Hi,
I would like to know which is the quickest way to delete rows in a large SAS dataset.
I have tested the ones of the above code. The quickest is the first one, but I want
to know if that is a general rule or it depends on the delete you are doing.
Any other and better way to delete will be apprecciated.
data ventas;
set ventas;
if cod_centro in ('C1', 'C2') then delete;
run;
data ventas;
set ventas;
where cod_centro not in ('C1', 'C2') ;
run;
data ventas;
modify ventas;
if cod_centro in ('C1', 'C2') then remove;
run;
proc sql;
delete from ventas where cod_centro in ('C1', 'C2');
quit;
Any advice will be greatly appreciated
There are a lot of factors to be taken into account here - not least of which is whether or not the column you're deleting on is indexed or is the sort column. Therefore I don't think there's a general rule of thumb you can apply in all cases.
There is another option you can try as well
data ventas;
set ventas(where=(cod_centro not in('C1', 'C2'));
run;
It looks like the WHERE approach (your second example) is best, according to section B in this document:
http://www.phusewiki.org/docs/2010/2010%20PAPERS/CC03%20Paper.pdf
If you have a large dataset that is expensive to rewrite, you may want to find ways to rewrite (and re-index) infrequently, say every 10th update, or every month for a dataset that is updated daily. If so, then I'd consider the proc sql ... delete option or the data ...modify...remove option, because they don't rewrite the dataset, they just mark observations (not variables) to be deleted. Then just occasionally use the data ... where approach to physically delete the removed observations.
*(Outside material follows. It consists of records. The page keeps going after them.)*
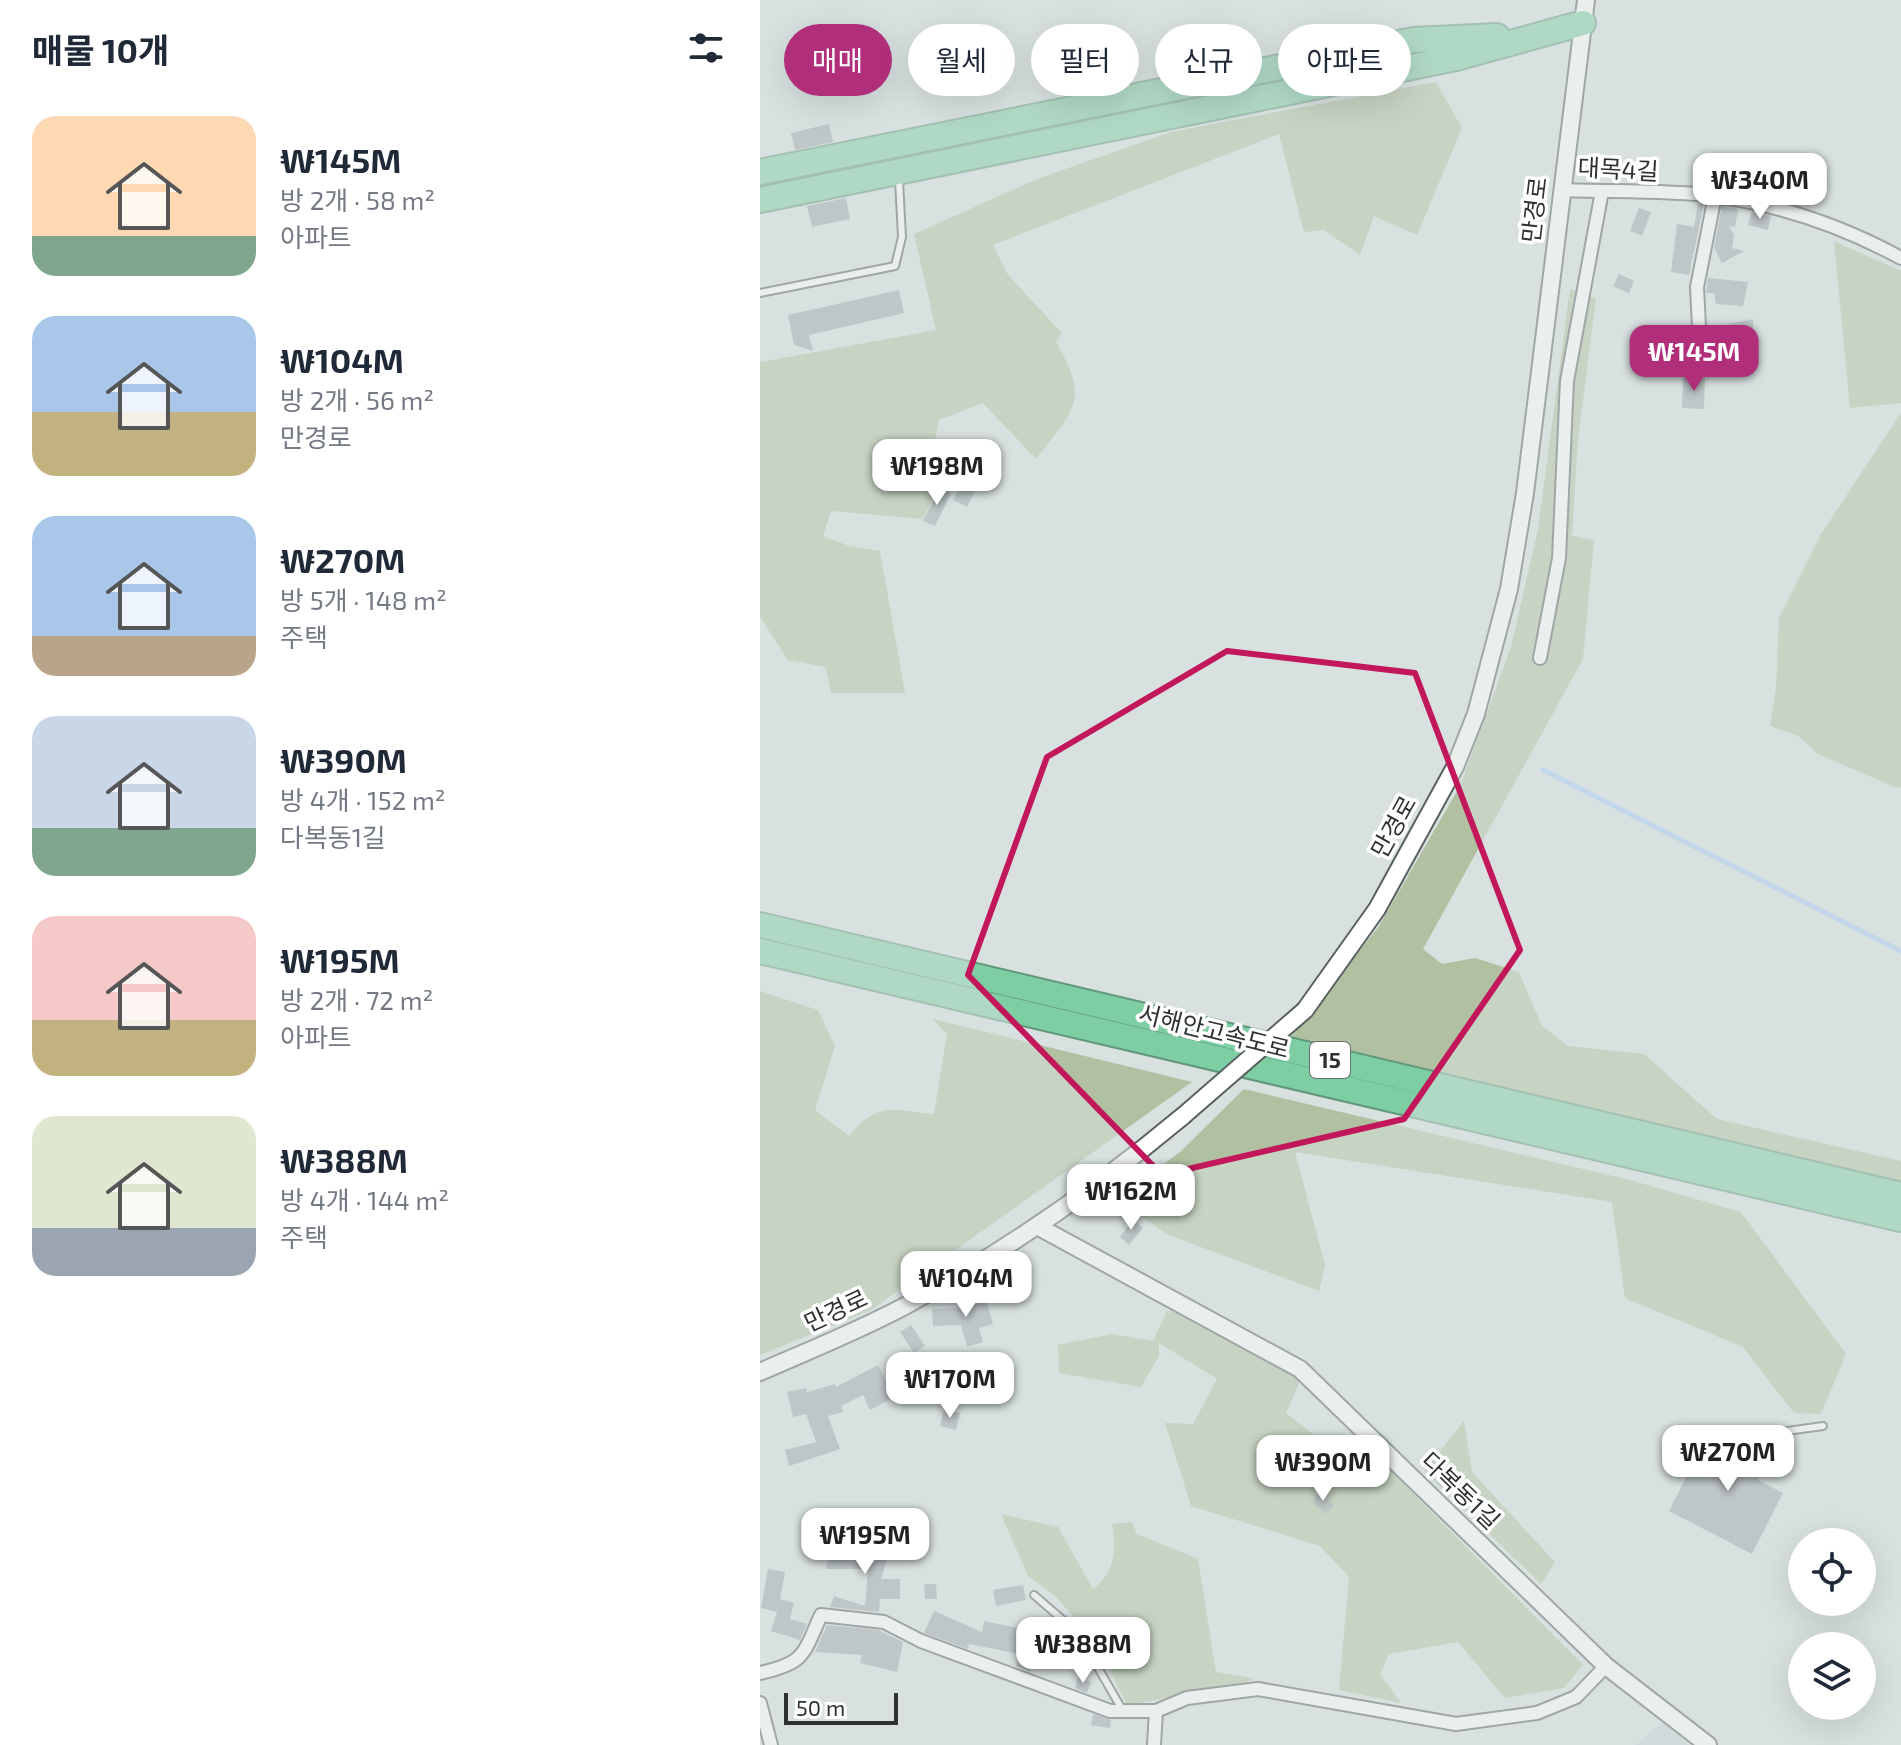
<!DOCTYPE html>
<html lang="ko">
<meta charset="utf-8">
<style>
body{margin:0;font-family:"Exo 2","Noto Sans KR",sans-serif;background:#f6f6f7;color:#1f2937;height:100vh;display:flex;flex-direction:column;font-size:30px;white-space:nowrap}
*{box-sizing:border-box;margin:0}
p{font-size:26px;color:#747a83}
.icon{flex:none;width:44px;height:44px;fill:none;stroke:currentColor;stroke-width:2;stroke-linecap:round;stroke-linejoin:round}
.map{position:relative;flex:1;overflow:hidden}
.details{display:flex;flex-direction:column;background:#fff;width:760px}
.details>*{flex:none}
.banner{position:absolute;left:24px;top:24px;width:760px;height:72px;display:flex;gap:16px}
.controls{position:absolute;left:1028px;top:1528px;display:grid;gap:16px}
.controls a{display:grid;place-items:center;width:88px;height:88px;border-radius:50%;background:#fff;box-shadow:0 8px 32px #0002;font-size:40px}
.scale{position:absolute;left:24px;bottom:20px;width:114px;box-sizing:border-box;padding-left:8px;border:4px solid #2e3131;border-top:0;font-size:22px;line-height:28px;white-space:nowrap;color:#2e3131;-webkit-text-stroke:6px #fff;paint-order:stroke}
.price{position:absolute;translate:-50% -68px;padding:0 18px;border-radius:16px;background:#fff;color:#222;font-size:26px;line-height:52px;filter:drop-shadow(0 2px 4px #0008)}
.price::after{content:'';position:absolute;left:50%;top:48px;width:24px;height:18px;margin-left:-12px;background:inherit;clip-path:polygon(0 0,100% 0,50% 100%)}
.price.on{background:#b12f7a;color:#fff}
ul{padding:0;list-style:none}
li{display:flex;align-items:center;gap:24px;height:200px;padding:0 32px}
li span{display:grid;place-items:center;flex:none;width:224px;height:160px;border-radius:24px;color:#555}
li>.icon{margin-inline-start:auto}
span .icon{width:96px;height:96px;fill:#fffc;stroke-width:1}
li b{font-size:34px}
h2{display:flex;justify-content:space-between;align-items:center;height:96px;padding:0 32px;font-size:34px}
.pill{padding:0 28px;border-radius:36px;background:#fff;box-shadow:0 8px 32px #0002;font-size:28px;line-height:72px}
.pill.on{background:#b12f7a;color:#fff}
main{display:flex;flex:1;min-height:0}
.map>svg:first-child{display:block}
.built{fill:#c4d5d4}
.green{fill:#b1c0a1}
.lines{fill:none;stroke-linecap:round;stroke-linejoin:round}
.stream{stroke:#a7caf7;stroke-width:5}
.building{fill:#9da5a8}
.service-casing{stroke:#596160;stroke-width:10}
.minor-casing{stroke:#596160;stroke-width:16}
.tertiary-casing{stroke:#596160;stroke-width:20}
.motorway-casing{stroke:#62977c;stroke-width:28}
.service{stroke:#fff;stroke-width:6}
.minor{stroke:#fff;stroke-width:12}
.tertiary{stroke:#fff;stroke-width:16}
.motorway{stroke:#7ecea4;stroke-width:24}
.tertiary-bridge-casing{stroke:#596160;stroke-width:20;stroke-linecap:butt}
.tertiary-bridge{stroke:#fff;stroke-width:16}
.marked{fill:none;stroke:#c2185b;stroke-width:6;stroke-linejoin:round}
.labels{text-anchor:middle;stroke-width:7;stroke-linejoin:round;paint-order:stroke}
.shield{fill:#fff;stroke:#6d6f6f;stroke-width:2}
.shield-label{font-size:22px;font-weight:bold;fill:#2e3131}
.street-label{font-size:24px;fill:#2e3131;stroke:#fff}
</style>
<main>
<section class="details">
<h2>매물 10개<svg class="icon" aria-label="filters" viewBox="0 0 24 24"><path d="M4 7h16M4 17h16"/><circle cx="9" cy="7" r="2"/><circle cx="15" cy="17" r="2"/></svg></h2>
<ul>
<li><span style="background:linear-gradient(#ffd9b3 75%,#7fa58c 0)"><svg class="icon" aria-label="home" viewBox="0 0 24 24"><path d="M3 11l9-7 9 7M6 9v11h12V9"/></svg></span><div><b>₩145M</b><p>방 2개 · 58 m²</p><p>아파트</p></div></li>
<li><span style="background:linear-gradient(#a9c7e8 60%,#c2b280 0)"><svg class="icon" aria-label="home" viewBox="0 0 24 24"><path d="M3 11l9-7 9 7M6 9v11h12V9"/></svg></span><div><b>₩104M</b><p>방 2개 · 56 m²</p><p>만경로</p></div></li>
<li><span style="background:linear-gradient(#a9c7e8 75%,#b9a48a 0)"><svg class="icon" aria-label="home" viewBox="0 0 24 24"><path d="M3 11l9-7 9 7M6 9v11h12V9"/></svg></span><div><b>₩270M</b><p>방 5개 · 148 m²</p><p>주택</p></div></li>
<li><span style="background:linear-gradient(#c9d6e8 70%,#7fa58c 0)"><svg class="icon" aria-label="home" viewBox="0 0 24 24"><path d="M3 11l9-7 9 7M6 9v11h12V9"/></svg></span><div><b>₩390M</b><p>방 4개 · 152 m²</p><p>다복동1길</p></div></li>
<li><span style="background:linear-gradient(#f6c9c9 65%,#c2b280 0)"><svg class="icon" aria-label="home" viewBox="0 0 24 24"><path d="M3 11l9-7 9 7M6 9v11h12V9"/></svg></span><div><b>₩195M</b><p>방 2개 · 72 m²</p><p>아파트</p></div></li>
<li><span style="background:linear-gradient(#dfe7d0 70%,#9aa5b1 0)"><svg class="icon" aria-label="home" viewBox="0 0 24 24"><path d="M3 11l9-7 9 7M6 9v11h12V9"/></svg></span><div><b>₩388M</b><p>방 4개 · 144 m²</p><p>주택</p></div></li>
</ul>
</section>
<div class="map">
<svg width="1141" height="1745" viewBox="0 0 1141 1745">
<rect width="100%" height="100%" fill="#d8e1e0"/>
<path class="built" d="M904,1724l25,21h-54l21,-18z"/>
<path class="green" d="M676,82l26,46 -45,107 -43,-19 -14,39 -36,-25 -20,2 -25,-98 -286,111 15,30 54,58 -6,9c35,59 17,69 -20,117l-53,-56 -44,17 -7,34 16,13 -25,52 -92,-8 -8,25 26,10 31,5 25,142h-74l-5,-26 -38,-7 -28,-43v-255l176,-32 -22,-96 123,-55 134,-47z
M1074,241l67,30v132l-51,5z
M810,289l26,10 -18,140 -6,97 22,4 -11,119 -160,290 19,15 33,-6 44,14 23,54 26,20 76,8 73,65 184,42v25l-612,-146 90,-114 81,-140 51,-139 27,-118z
M1141,413v374l-4,1 -79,-34 -20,-18 -28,-10 6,-38 3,-70 42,-84z
M0,991l58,19 17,36 -20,64 34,26c30,-36 43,-26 85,-22l13,-80 -14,-15 259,63 -321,228 -111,45z
M484,1089l386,91 111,32 105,142 -25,60 -27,-1 -51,-66 -118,-49 -13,-96 -317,-50 30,113 -6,26 -153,-57 -49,-36 63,-46z
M407,1311l15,2 92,49 26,19 -14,32 77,60 21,-9 199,201 -19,23 -59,10 -47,-56 -69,12 -9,20 21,29 -62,-13 10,-113 -29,-31 -129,-40 -26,-83 28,1 24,-45 -58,-36v13l-18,31 -82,-14 -1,-28 54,-11 41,7z
M704,1421l8,51 83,90 -14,22 -117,-113z
M241,1514l57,13 35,62c22,-17 24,-40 19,-65l20,-2 5,12 61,25 18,113 37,6 -9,6 -117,21 -31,-64 -42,-46 -26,-19z"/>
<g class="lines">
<path class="stream" d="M783,770l358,181"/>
</g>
<path class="building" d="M69,124l4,18 -38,8 -4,-17z
M968,156l17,3 -5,32 -31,-5 5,-13 10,4z
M1010,161l13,5 35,26 -9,12 -43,-32z
M86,198l4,21 -38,8 -5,-21z
M938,203l6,1 -15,71 -18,-3 6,-48 17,3z
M962,206l16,3 -3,18 -6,-1 5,9 -2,13 12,3 -22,12 -8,-15z
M879,208l12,4 -9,24 -12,-5z
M992,212l19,4 -3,14 -20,-5z
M859,274l15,7 -5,12 -16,-7z
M948,278l40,4 -5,24 -27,-2 -2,-11h-8z
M139,290l5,23 -95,22 4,16 -19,-6 -6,-30z
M993,319l1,22h-18l5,26 -14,3 -8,-44z
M923,378h22l-1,31 -22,-1z
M203,480l14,7 -10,20 -14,-7z
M180,488l11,5 -16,33 -12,-5z
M373,1220l10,8 -14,17 -9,-8z
M225,1296l8,28 -14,4 4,14 -16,5 -6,-22 -28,1 -1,-17 30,-1 -1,-5z
M151,1325l14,21 -11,7 -14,-21z
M184,1354l26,26 -12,11 -26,-26z
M210,1356l16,8 -9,20z
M118,1365l17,32 -25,13 -7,-15 -22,11 2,6 -15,4 12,33 -51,17 -4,-16 31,-8 -10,-28 -13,3 -6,-25 19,-4 1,4 28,-8 1,3z
M184,1409l16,4 -4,17 -16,-4z
M947,1436l24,12 3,-5h13l24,12 -13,25 25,13 -31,61 -83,-43z
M560,1492l14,13 -8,9 -14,-13z
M86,1545h25v3l18,6 -8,25h19v20h-20l-1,13 -49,-5 4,-11 31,10 3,-37h-42l5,-23 15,4z
M8,1569l17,3 -5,27 14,4 -4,16 17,5 -7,16 -29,-9 6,-19 -16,-4z
M164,1584h12l1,15h-12z
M263,1585l3,15 -30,6 -3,-16z
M174,1611l48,21 2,-11 43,9 4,-9 28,9 -10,29 -13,-5 -6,18 -14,-6 3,-12 -50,-10 -1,5 -44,-16z
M67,1625l51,5 25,12 -6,30 -37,-9 2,-8 -47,-3z
M318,1678l13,4 -4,11 -12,-5z
M333,1714l18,6 -1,8 -19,-3z"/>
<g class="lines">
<g class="service-casing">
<path id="service" d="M0,293l135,-27 7,-29 -3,-57
M976,1438l87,-12
M274,1595l44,38 45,78"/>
</g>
<g class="minor-casing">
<path id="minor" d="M801,190c51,2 104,0 154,6 66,9 129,31 186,62
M941,366l-4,-79 18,-91
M780,658l19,-100 8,-177 35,-190
M0,1673c45,-10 43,-18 61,-58l63,7 37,19 189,70h46l-2,34
M0,1703l11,42
M396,1711l31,-13 71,-9 198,35 81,-11 39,-16 30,-31"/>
</g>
<g class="tertiary-casing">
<path id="tertiary" d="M545,1010l72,-101 78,-142 21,-53 33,-125 16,-96 61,-493
M277,1226l263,143 306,297 102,79
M0,1372c48,-21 98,-41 145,-66 99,-54 192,-118 278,-190"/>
</g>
<g class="motorway-casing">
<path id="motorway" d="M0,172l654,-132 83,-4
M0,200l696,-142 127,-35
M0,925l1141,270
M0,951l1141,268"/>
</g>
<use href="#service" class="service"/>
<use href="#minor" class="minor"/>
<use href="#tertiary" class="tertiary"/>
<use href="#motorway" class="motorway"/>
<g class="tertiary-bridge-casing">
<path id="tertiary-bridge" d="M423,1116l122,-106"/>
</g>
<use href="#tertiary-bridge" class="tertiary-bridge"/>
</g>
<path d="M0 0H1141V1745H0ZM467,651l188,22 105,277 -116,169 -242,56 -194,-200 79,-218z" fill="#d8e1e0" fill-opacity=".55" fill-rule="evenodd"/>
<path class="marked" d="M467,651l188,22 105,277 -116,169 -242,56 -194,-200 79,-218z"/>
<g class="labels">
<rect class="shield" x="550" y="1042" width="40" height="36" rx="6"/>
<g class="shield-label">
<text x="570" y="1068">15</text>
</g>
<g class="street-label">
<text transform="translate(858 170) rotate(3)" y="8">대목4길</text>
<text transform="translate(775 210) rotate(-83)" y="8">만경로</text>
<text transform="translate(634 827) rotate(-61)" y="8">만경로</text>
<text transform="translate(454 1032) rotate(14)" y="8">서해안고속도로</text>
<text transform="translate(76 1311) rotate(-25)" y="8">만경로</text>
<text transform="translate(700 1491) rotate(44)" y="8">다복동1길</text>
</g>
</g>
</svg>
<div class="controls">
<a><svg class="icon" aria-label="locate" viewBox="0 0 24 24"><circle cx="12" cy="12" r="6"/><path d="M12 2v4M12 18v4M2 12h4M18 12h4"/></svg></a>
<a><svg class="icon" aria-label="layers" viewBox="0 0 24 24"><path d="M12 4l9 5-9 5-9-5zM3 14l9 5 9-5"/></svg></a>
</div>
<div class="scale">50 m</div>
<b class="price" style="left:1000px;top:221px">₩340M</b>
<b class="price on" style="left:934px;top:393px">₩145M</b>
<b class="price" style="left:177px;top:507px">₩198M</b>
<b class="price" style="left:371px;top:1232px">₩162M</b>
<b class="price" style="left:206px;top:1319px">₩104M</b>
<b class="price" style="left:190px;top:1420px">₩170M</b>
<b class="price" style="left:968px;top:1493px">₩270M</b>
<b class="price" style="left:563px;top:1503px">₩390M</b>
<b class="price" style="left:105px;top:1576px">₩195M</b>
<b class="price" style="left:323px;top:1685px">₩388M</b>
<div class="banner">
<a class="pill on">매매</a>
<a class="pill">월세</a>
<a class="pill">필터</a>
<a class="pill">신규</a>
<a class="pill">아파트</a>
</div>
</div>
</main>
However, when using proc sql ... delete or data ...modify...remove, remember that the dataset attribute NOBS is not updated. In the example below, NOBS=699 in both the DATA _NULL_ step preceding the modify and the one following modify, but NLOBS (number of logical obs) goes from 699 to 487. This is confirmed by the trailing PROC MEANS reporting only 487 observations (and nmiss=0):
data have;
set sashelp.stocks;
run;
data _null_;
set have nobs=nrecs ;
dsid=open('have');
nlobs=attrn(dsid,'NLOBS');
rc=close(dsid);
put nrecs= nlobs= rc=;
stop;
run;
data have;
modify have;
where high<60;
remove;
run;
data _null_;
set have nobs=nrecs ;
dsid=open('have');
nlobs=attrn(dsid,'NLOBS');
rc=close(dsid);
put nrecs= nlobs=;
stop;
run;
proc means data=have n nmiss;
var high;
run;
Unfortunately the SET statement does not have an NLOBS= option, just the NOBS option. That's why you see the open, attrn, and close functions in the DATA _NULL_ steps.